__Recorded information__
════

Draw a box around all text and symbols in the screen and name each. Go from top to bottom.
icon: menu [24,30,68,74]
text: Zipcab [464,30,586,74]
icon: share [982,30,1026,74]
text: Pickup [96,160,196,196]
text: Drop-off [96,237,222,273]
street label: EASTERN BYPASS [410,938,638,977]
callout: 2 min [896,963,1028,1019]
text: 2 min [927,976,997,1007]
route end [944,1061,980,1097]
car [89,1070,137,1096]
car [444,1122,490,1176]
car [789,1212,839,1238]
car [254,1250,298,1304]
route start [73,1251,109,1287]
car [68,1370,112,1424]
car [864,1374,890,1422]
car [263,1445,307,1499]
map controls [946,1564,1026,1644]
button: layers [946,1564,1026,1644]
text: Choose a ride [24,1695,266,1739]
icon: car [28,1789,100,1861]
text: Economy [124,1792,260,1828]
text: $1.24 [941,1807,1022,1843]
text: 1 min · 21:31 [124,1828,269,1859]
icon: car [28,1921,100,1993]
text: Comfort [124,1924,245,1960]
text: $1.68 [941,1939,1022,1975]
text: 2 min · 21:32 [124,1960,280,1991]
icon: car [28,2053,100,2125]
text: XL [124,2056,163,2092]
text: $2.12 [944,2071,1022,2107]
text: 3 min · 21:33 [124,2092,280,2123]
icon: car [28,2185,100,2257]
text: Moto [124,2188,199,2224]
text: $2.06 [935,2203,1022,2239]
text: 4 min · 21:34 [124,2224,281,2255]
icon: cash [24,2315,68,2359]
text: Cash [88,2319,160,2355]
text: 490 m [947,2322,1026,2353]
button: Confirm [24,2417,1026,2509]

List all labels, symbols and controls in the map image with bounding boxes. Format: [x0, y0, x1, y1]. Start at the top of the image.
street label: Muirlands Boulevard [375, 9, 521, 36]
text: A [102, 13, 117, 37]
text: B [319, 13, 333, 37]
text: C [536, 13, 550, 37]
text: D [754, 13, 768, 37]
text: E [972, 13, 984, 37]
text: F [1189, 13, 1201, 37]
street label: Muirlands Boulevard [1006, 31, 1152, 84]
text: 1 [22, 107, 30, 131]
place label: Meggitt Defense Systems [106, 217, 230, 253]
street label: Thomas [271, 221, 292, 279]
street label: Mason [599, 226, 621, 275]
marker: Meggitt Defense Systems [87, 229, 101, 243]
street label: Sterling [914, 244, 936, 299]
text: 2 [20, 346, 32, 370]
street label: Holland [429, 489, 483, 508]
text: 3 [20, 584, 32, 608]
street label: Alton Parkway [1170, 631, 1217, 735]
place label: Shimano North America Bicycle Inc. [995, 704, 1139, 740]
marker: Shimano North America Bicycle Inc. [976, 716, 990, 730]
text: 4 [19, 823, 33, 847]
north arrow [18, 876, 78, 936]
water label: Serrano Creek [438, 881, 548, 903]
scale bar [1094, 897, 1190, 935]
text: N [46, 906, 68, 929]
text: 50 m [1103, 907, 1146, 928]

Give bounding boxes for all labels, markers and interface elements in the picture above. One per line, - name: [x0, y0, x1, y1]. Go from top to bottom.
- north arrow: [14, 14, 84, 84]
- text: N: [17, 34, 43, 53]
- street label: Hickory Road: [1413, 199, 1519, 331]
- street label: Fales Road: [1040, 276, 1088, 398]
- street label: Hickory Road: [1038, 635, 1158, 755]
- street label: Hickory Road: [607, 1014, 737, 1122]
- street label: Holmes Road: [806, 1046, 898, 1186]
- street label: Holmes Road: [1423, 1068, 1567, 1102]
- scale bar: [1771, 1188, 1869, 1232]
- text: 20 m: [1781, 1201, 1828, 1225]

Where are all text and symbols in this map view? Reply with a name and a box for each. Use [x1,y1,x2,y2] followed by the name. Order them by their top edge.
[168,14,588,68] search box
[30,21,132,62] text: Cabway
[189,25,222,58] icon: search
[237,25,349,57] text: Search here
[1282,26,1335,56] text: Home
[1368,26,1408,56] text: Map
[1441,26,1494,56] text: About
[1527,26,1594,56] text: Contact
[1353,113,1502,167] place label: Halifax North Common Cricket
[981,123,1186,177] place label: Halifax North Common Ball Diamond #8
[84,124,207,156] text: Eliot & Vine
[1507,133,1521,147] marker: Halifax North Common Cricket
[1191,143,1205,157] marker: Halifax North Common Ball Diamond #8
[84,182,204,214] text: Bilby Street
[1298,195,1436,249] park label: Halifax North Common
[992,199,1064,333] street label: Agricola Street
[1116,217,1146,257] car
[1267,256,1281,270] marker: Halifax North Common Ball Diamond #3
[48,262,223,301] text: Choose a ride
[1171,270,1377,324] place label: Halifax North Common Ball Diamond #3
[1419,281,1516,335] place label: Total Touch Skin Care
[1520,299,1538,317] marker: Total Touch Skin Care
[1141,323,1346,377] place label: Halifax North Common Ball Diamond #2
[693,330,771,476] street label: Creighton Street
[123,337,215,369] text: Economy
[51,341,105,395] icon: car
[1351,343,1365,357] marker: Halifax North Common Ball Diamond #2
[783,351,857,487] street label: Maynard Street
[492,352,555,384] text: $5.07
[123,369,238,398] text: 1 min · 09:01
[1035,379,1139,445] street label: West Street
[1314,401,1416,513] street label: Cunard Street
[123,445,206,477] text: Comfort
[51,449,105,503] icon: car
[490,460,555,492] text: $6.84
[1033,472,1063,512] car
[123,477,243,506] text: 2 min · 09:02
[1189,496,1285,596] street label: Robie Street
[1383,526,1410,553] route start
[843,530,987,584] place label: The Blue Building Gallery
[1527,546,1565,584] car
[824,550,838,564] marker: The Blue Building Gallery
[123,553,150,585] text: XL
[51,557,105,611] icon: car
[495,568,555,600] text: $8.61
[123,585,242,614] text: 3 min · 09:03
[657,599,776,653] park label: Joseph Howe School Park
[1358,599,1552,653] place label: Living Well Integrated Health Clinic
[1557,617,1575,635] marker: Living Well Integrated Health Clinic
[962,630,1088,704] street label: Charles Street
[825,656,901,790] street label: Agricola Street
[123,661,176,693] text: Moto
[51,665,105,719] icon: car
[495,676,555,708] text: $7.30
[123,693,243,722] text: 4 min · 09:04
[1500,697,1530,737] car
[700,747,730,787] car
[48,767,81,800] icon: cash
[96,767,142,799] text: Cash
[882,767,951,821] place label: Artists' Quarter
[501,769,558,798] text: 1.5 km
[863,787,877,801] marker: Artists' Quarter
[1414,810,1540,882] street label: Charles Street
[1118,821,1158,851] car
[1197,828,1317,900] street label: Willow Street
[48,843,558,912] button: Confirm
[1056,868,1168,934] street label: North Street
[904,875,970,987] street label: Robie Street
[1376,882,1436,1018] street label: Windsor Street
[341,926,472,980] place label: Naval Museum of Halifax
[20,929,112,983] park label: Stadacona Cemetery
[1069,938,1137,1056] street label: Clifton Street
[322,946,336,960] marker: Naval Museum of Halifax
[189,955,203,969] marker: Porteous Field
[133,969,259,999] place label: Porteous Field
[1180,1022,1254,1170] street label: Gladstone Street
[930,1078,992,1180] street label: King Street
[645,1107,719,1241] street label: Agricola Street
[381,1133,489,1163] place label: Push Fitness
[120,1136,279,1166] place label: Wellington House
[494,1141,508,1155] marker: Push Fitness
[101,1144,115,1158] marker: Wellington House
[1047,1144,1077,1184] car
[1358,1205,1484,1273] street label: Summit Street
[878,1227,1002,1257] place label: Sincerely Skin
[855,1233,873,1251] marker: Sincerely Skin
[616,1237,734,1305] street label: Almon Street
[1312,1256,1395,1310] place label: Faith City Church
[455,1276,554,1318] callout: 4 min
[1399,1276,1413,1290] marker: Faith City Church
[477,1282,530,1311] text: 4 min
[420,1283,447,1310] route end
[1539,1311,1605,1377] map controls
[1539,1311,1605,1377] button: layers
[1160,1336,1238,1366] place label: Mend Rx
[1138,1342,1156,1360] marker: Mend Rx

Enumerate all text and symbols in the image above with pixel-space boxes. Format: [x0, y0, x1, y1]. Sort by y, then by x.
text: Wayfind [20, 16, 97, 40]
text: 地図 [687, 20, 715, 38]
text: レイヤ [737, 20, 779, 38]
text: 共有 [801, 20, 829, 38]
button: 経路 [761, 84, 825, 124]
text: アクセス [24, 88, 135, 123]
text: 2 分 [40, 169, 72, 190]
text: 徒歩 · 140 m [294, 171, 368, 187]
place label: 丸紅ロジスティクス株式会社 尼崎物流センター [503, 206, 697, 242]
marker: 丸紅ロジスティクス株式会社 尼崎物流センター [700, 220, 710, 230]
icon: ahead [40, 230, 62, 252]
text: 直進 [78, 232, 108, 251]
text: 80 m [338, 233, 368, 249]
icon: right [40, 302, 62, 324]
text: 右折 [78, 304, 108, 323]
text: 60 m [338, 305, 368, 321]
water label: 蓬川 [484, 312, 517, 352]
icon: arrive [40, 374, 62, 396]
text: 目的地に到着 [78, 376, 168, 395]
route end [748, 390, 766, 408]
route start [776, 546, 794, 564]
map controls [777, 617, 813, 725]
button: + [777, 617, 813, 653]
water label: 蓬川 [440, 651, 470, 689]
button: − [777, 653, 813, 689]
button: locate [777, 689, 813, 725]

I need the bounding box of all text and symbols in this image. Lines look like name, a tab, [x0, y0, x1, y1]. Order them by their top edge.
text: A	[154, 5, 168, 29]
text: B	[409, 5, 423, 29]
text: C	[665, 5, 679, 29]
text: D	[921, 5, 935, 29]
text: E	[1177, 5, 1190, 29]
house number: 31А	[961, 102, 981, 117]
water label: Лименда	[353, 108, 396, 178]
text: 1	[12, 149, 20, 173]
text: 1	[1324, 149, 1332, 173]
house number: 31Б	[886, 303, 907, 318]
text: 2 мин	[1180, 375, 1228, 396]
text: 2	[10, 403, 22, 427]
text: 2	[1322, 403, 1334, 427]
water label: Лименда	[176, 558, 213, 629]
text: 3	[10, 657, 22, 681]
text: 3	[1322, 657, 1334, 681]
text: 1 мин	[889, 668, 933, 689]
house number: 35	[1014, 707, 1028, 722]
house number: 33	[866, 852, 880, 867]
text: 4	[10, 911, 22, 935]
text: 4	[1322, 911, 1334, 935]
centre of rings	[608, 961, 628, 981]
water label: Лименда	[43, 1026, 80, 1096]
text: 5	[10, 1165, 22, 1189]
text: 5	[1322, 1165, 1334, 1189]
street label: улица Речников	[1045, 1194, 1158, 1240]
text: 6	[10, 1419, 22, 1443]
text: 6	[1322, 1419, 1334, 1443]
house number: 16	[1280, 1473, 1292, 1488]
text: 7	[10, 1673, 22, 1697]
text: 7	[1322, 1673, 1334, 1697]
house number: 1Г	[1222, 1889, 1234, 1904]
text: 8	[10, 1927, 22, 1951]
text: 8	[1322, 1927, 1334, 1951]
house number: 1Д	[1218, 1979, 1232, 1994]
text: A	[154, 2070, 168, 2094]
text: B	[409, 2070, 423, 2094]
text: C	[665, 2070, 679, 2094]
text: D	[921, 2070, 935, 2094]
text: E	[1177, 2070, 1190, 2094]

════

__What to work on__
Everything from the line with "I need the bounding" through the last line of the material above should be echoed exactly, and nothing else.

__Task solution__
I need the bounding box of all text and symbols in this image. Lines look like name, a tab, [x0, y0, x1, y1]. Order them by their top edge.
text: A	[154, 5, 168, 29]
text: B	[409, 5, 423, 29]
text: C	[665, 5, 679, 29]
text: D	[921, 5, 935, 29]
text: E	[1177, 5, 1190, 29]
house number: 31А	[961, 102, 981, 117]
water label: Лименда	[353, 108, 396, 178]
text: 1	[12, 149, 20, 173]
text: 1	[1324, 149, 1332, 173]
house number: 31Б	[886, 303, 907, 318]
text: 2 мин	[1180, 375, 1228, 396]
text: 2	[10, 403, 22, 427]
text: 2	[1322, 403, 1334, 427]
water label: Лименда	[176, 558, 213, 629]
text: 3	[10, 657, 22, 681]
text: 3	[1322, 657, 1334, 681]
text: 1 мин	[889, 668, 933, 689]
house number: 35	[1014, 707, 1028, 722]
house number: 33	[866, 852, 880, 867]
text: 4	[10, 911, 22, 935]
text: 4	[1322, 911, 1334, 935]
centre of rings	[608, 961, 628, 981]
water label: Лименда	[43, 1026, 80, 1096]
text: 5	[10, 1165, 22, 1189]
text: 5	[1322, 1165, 1334, 1189]
street label: улица Речников	[1045, 1194, 1158, 1240]
text: 6	[10, 1419, 22, 1443]
text: 6	[1322, 1419, 1334, 1443]
house number: 16	[1280, 1473, 1292, 1488]
text: 7	[10, 1673, 22, 1697]
text: 7	[1322, 1673, 1334, 1697]
house number: 1Г	[1222, 1889, 1234, 1904]
text: 8	[10, 1927, 22, 1951]
text: 8	[1322, 1927, 1334, 1951]
house number: 1Д	[1218, 1979, 1232, 1994]
text: A	[154, 2070, 168, 2094]
text: B	[409, 2070, 423, 2094]
text: C	[665, 2070, 679, 2094]
text: D	[921, 2070, 935, 2094]
text: E	[1177, 2070, 1190, 2094]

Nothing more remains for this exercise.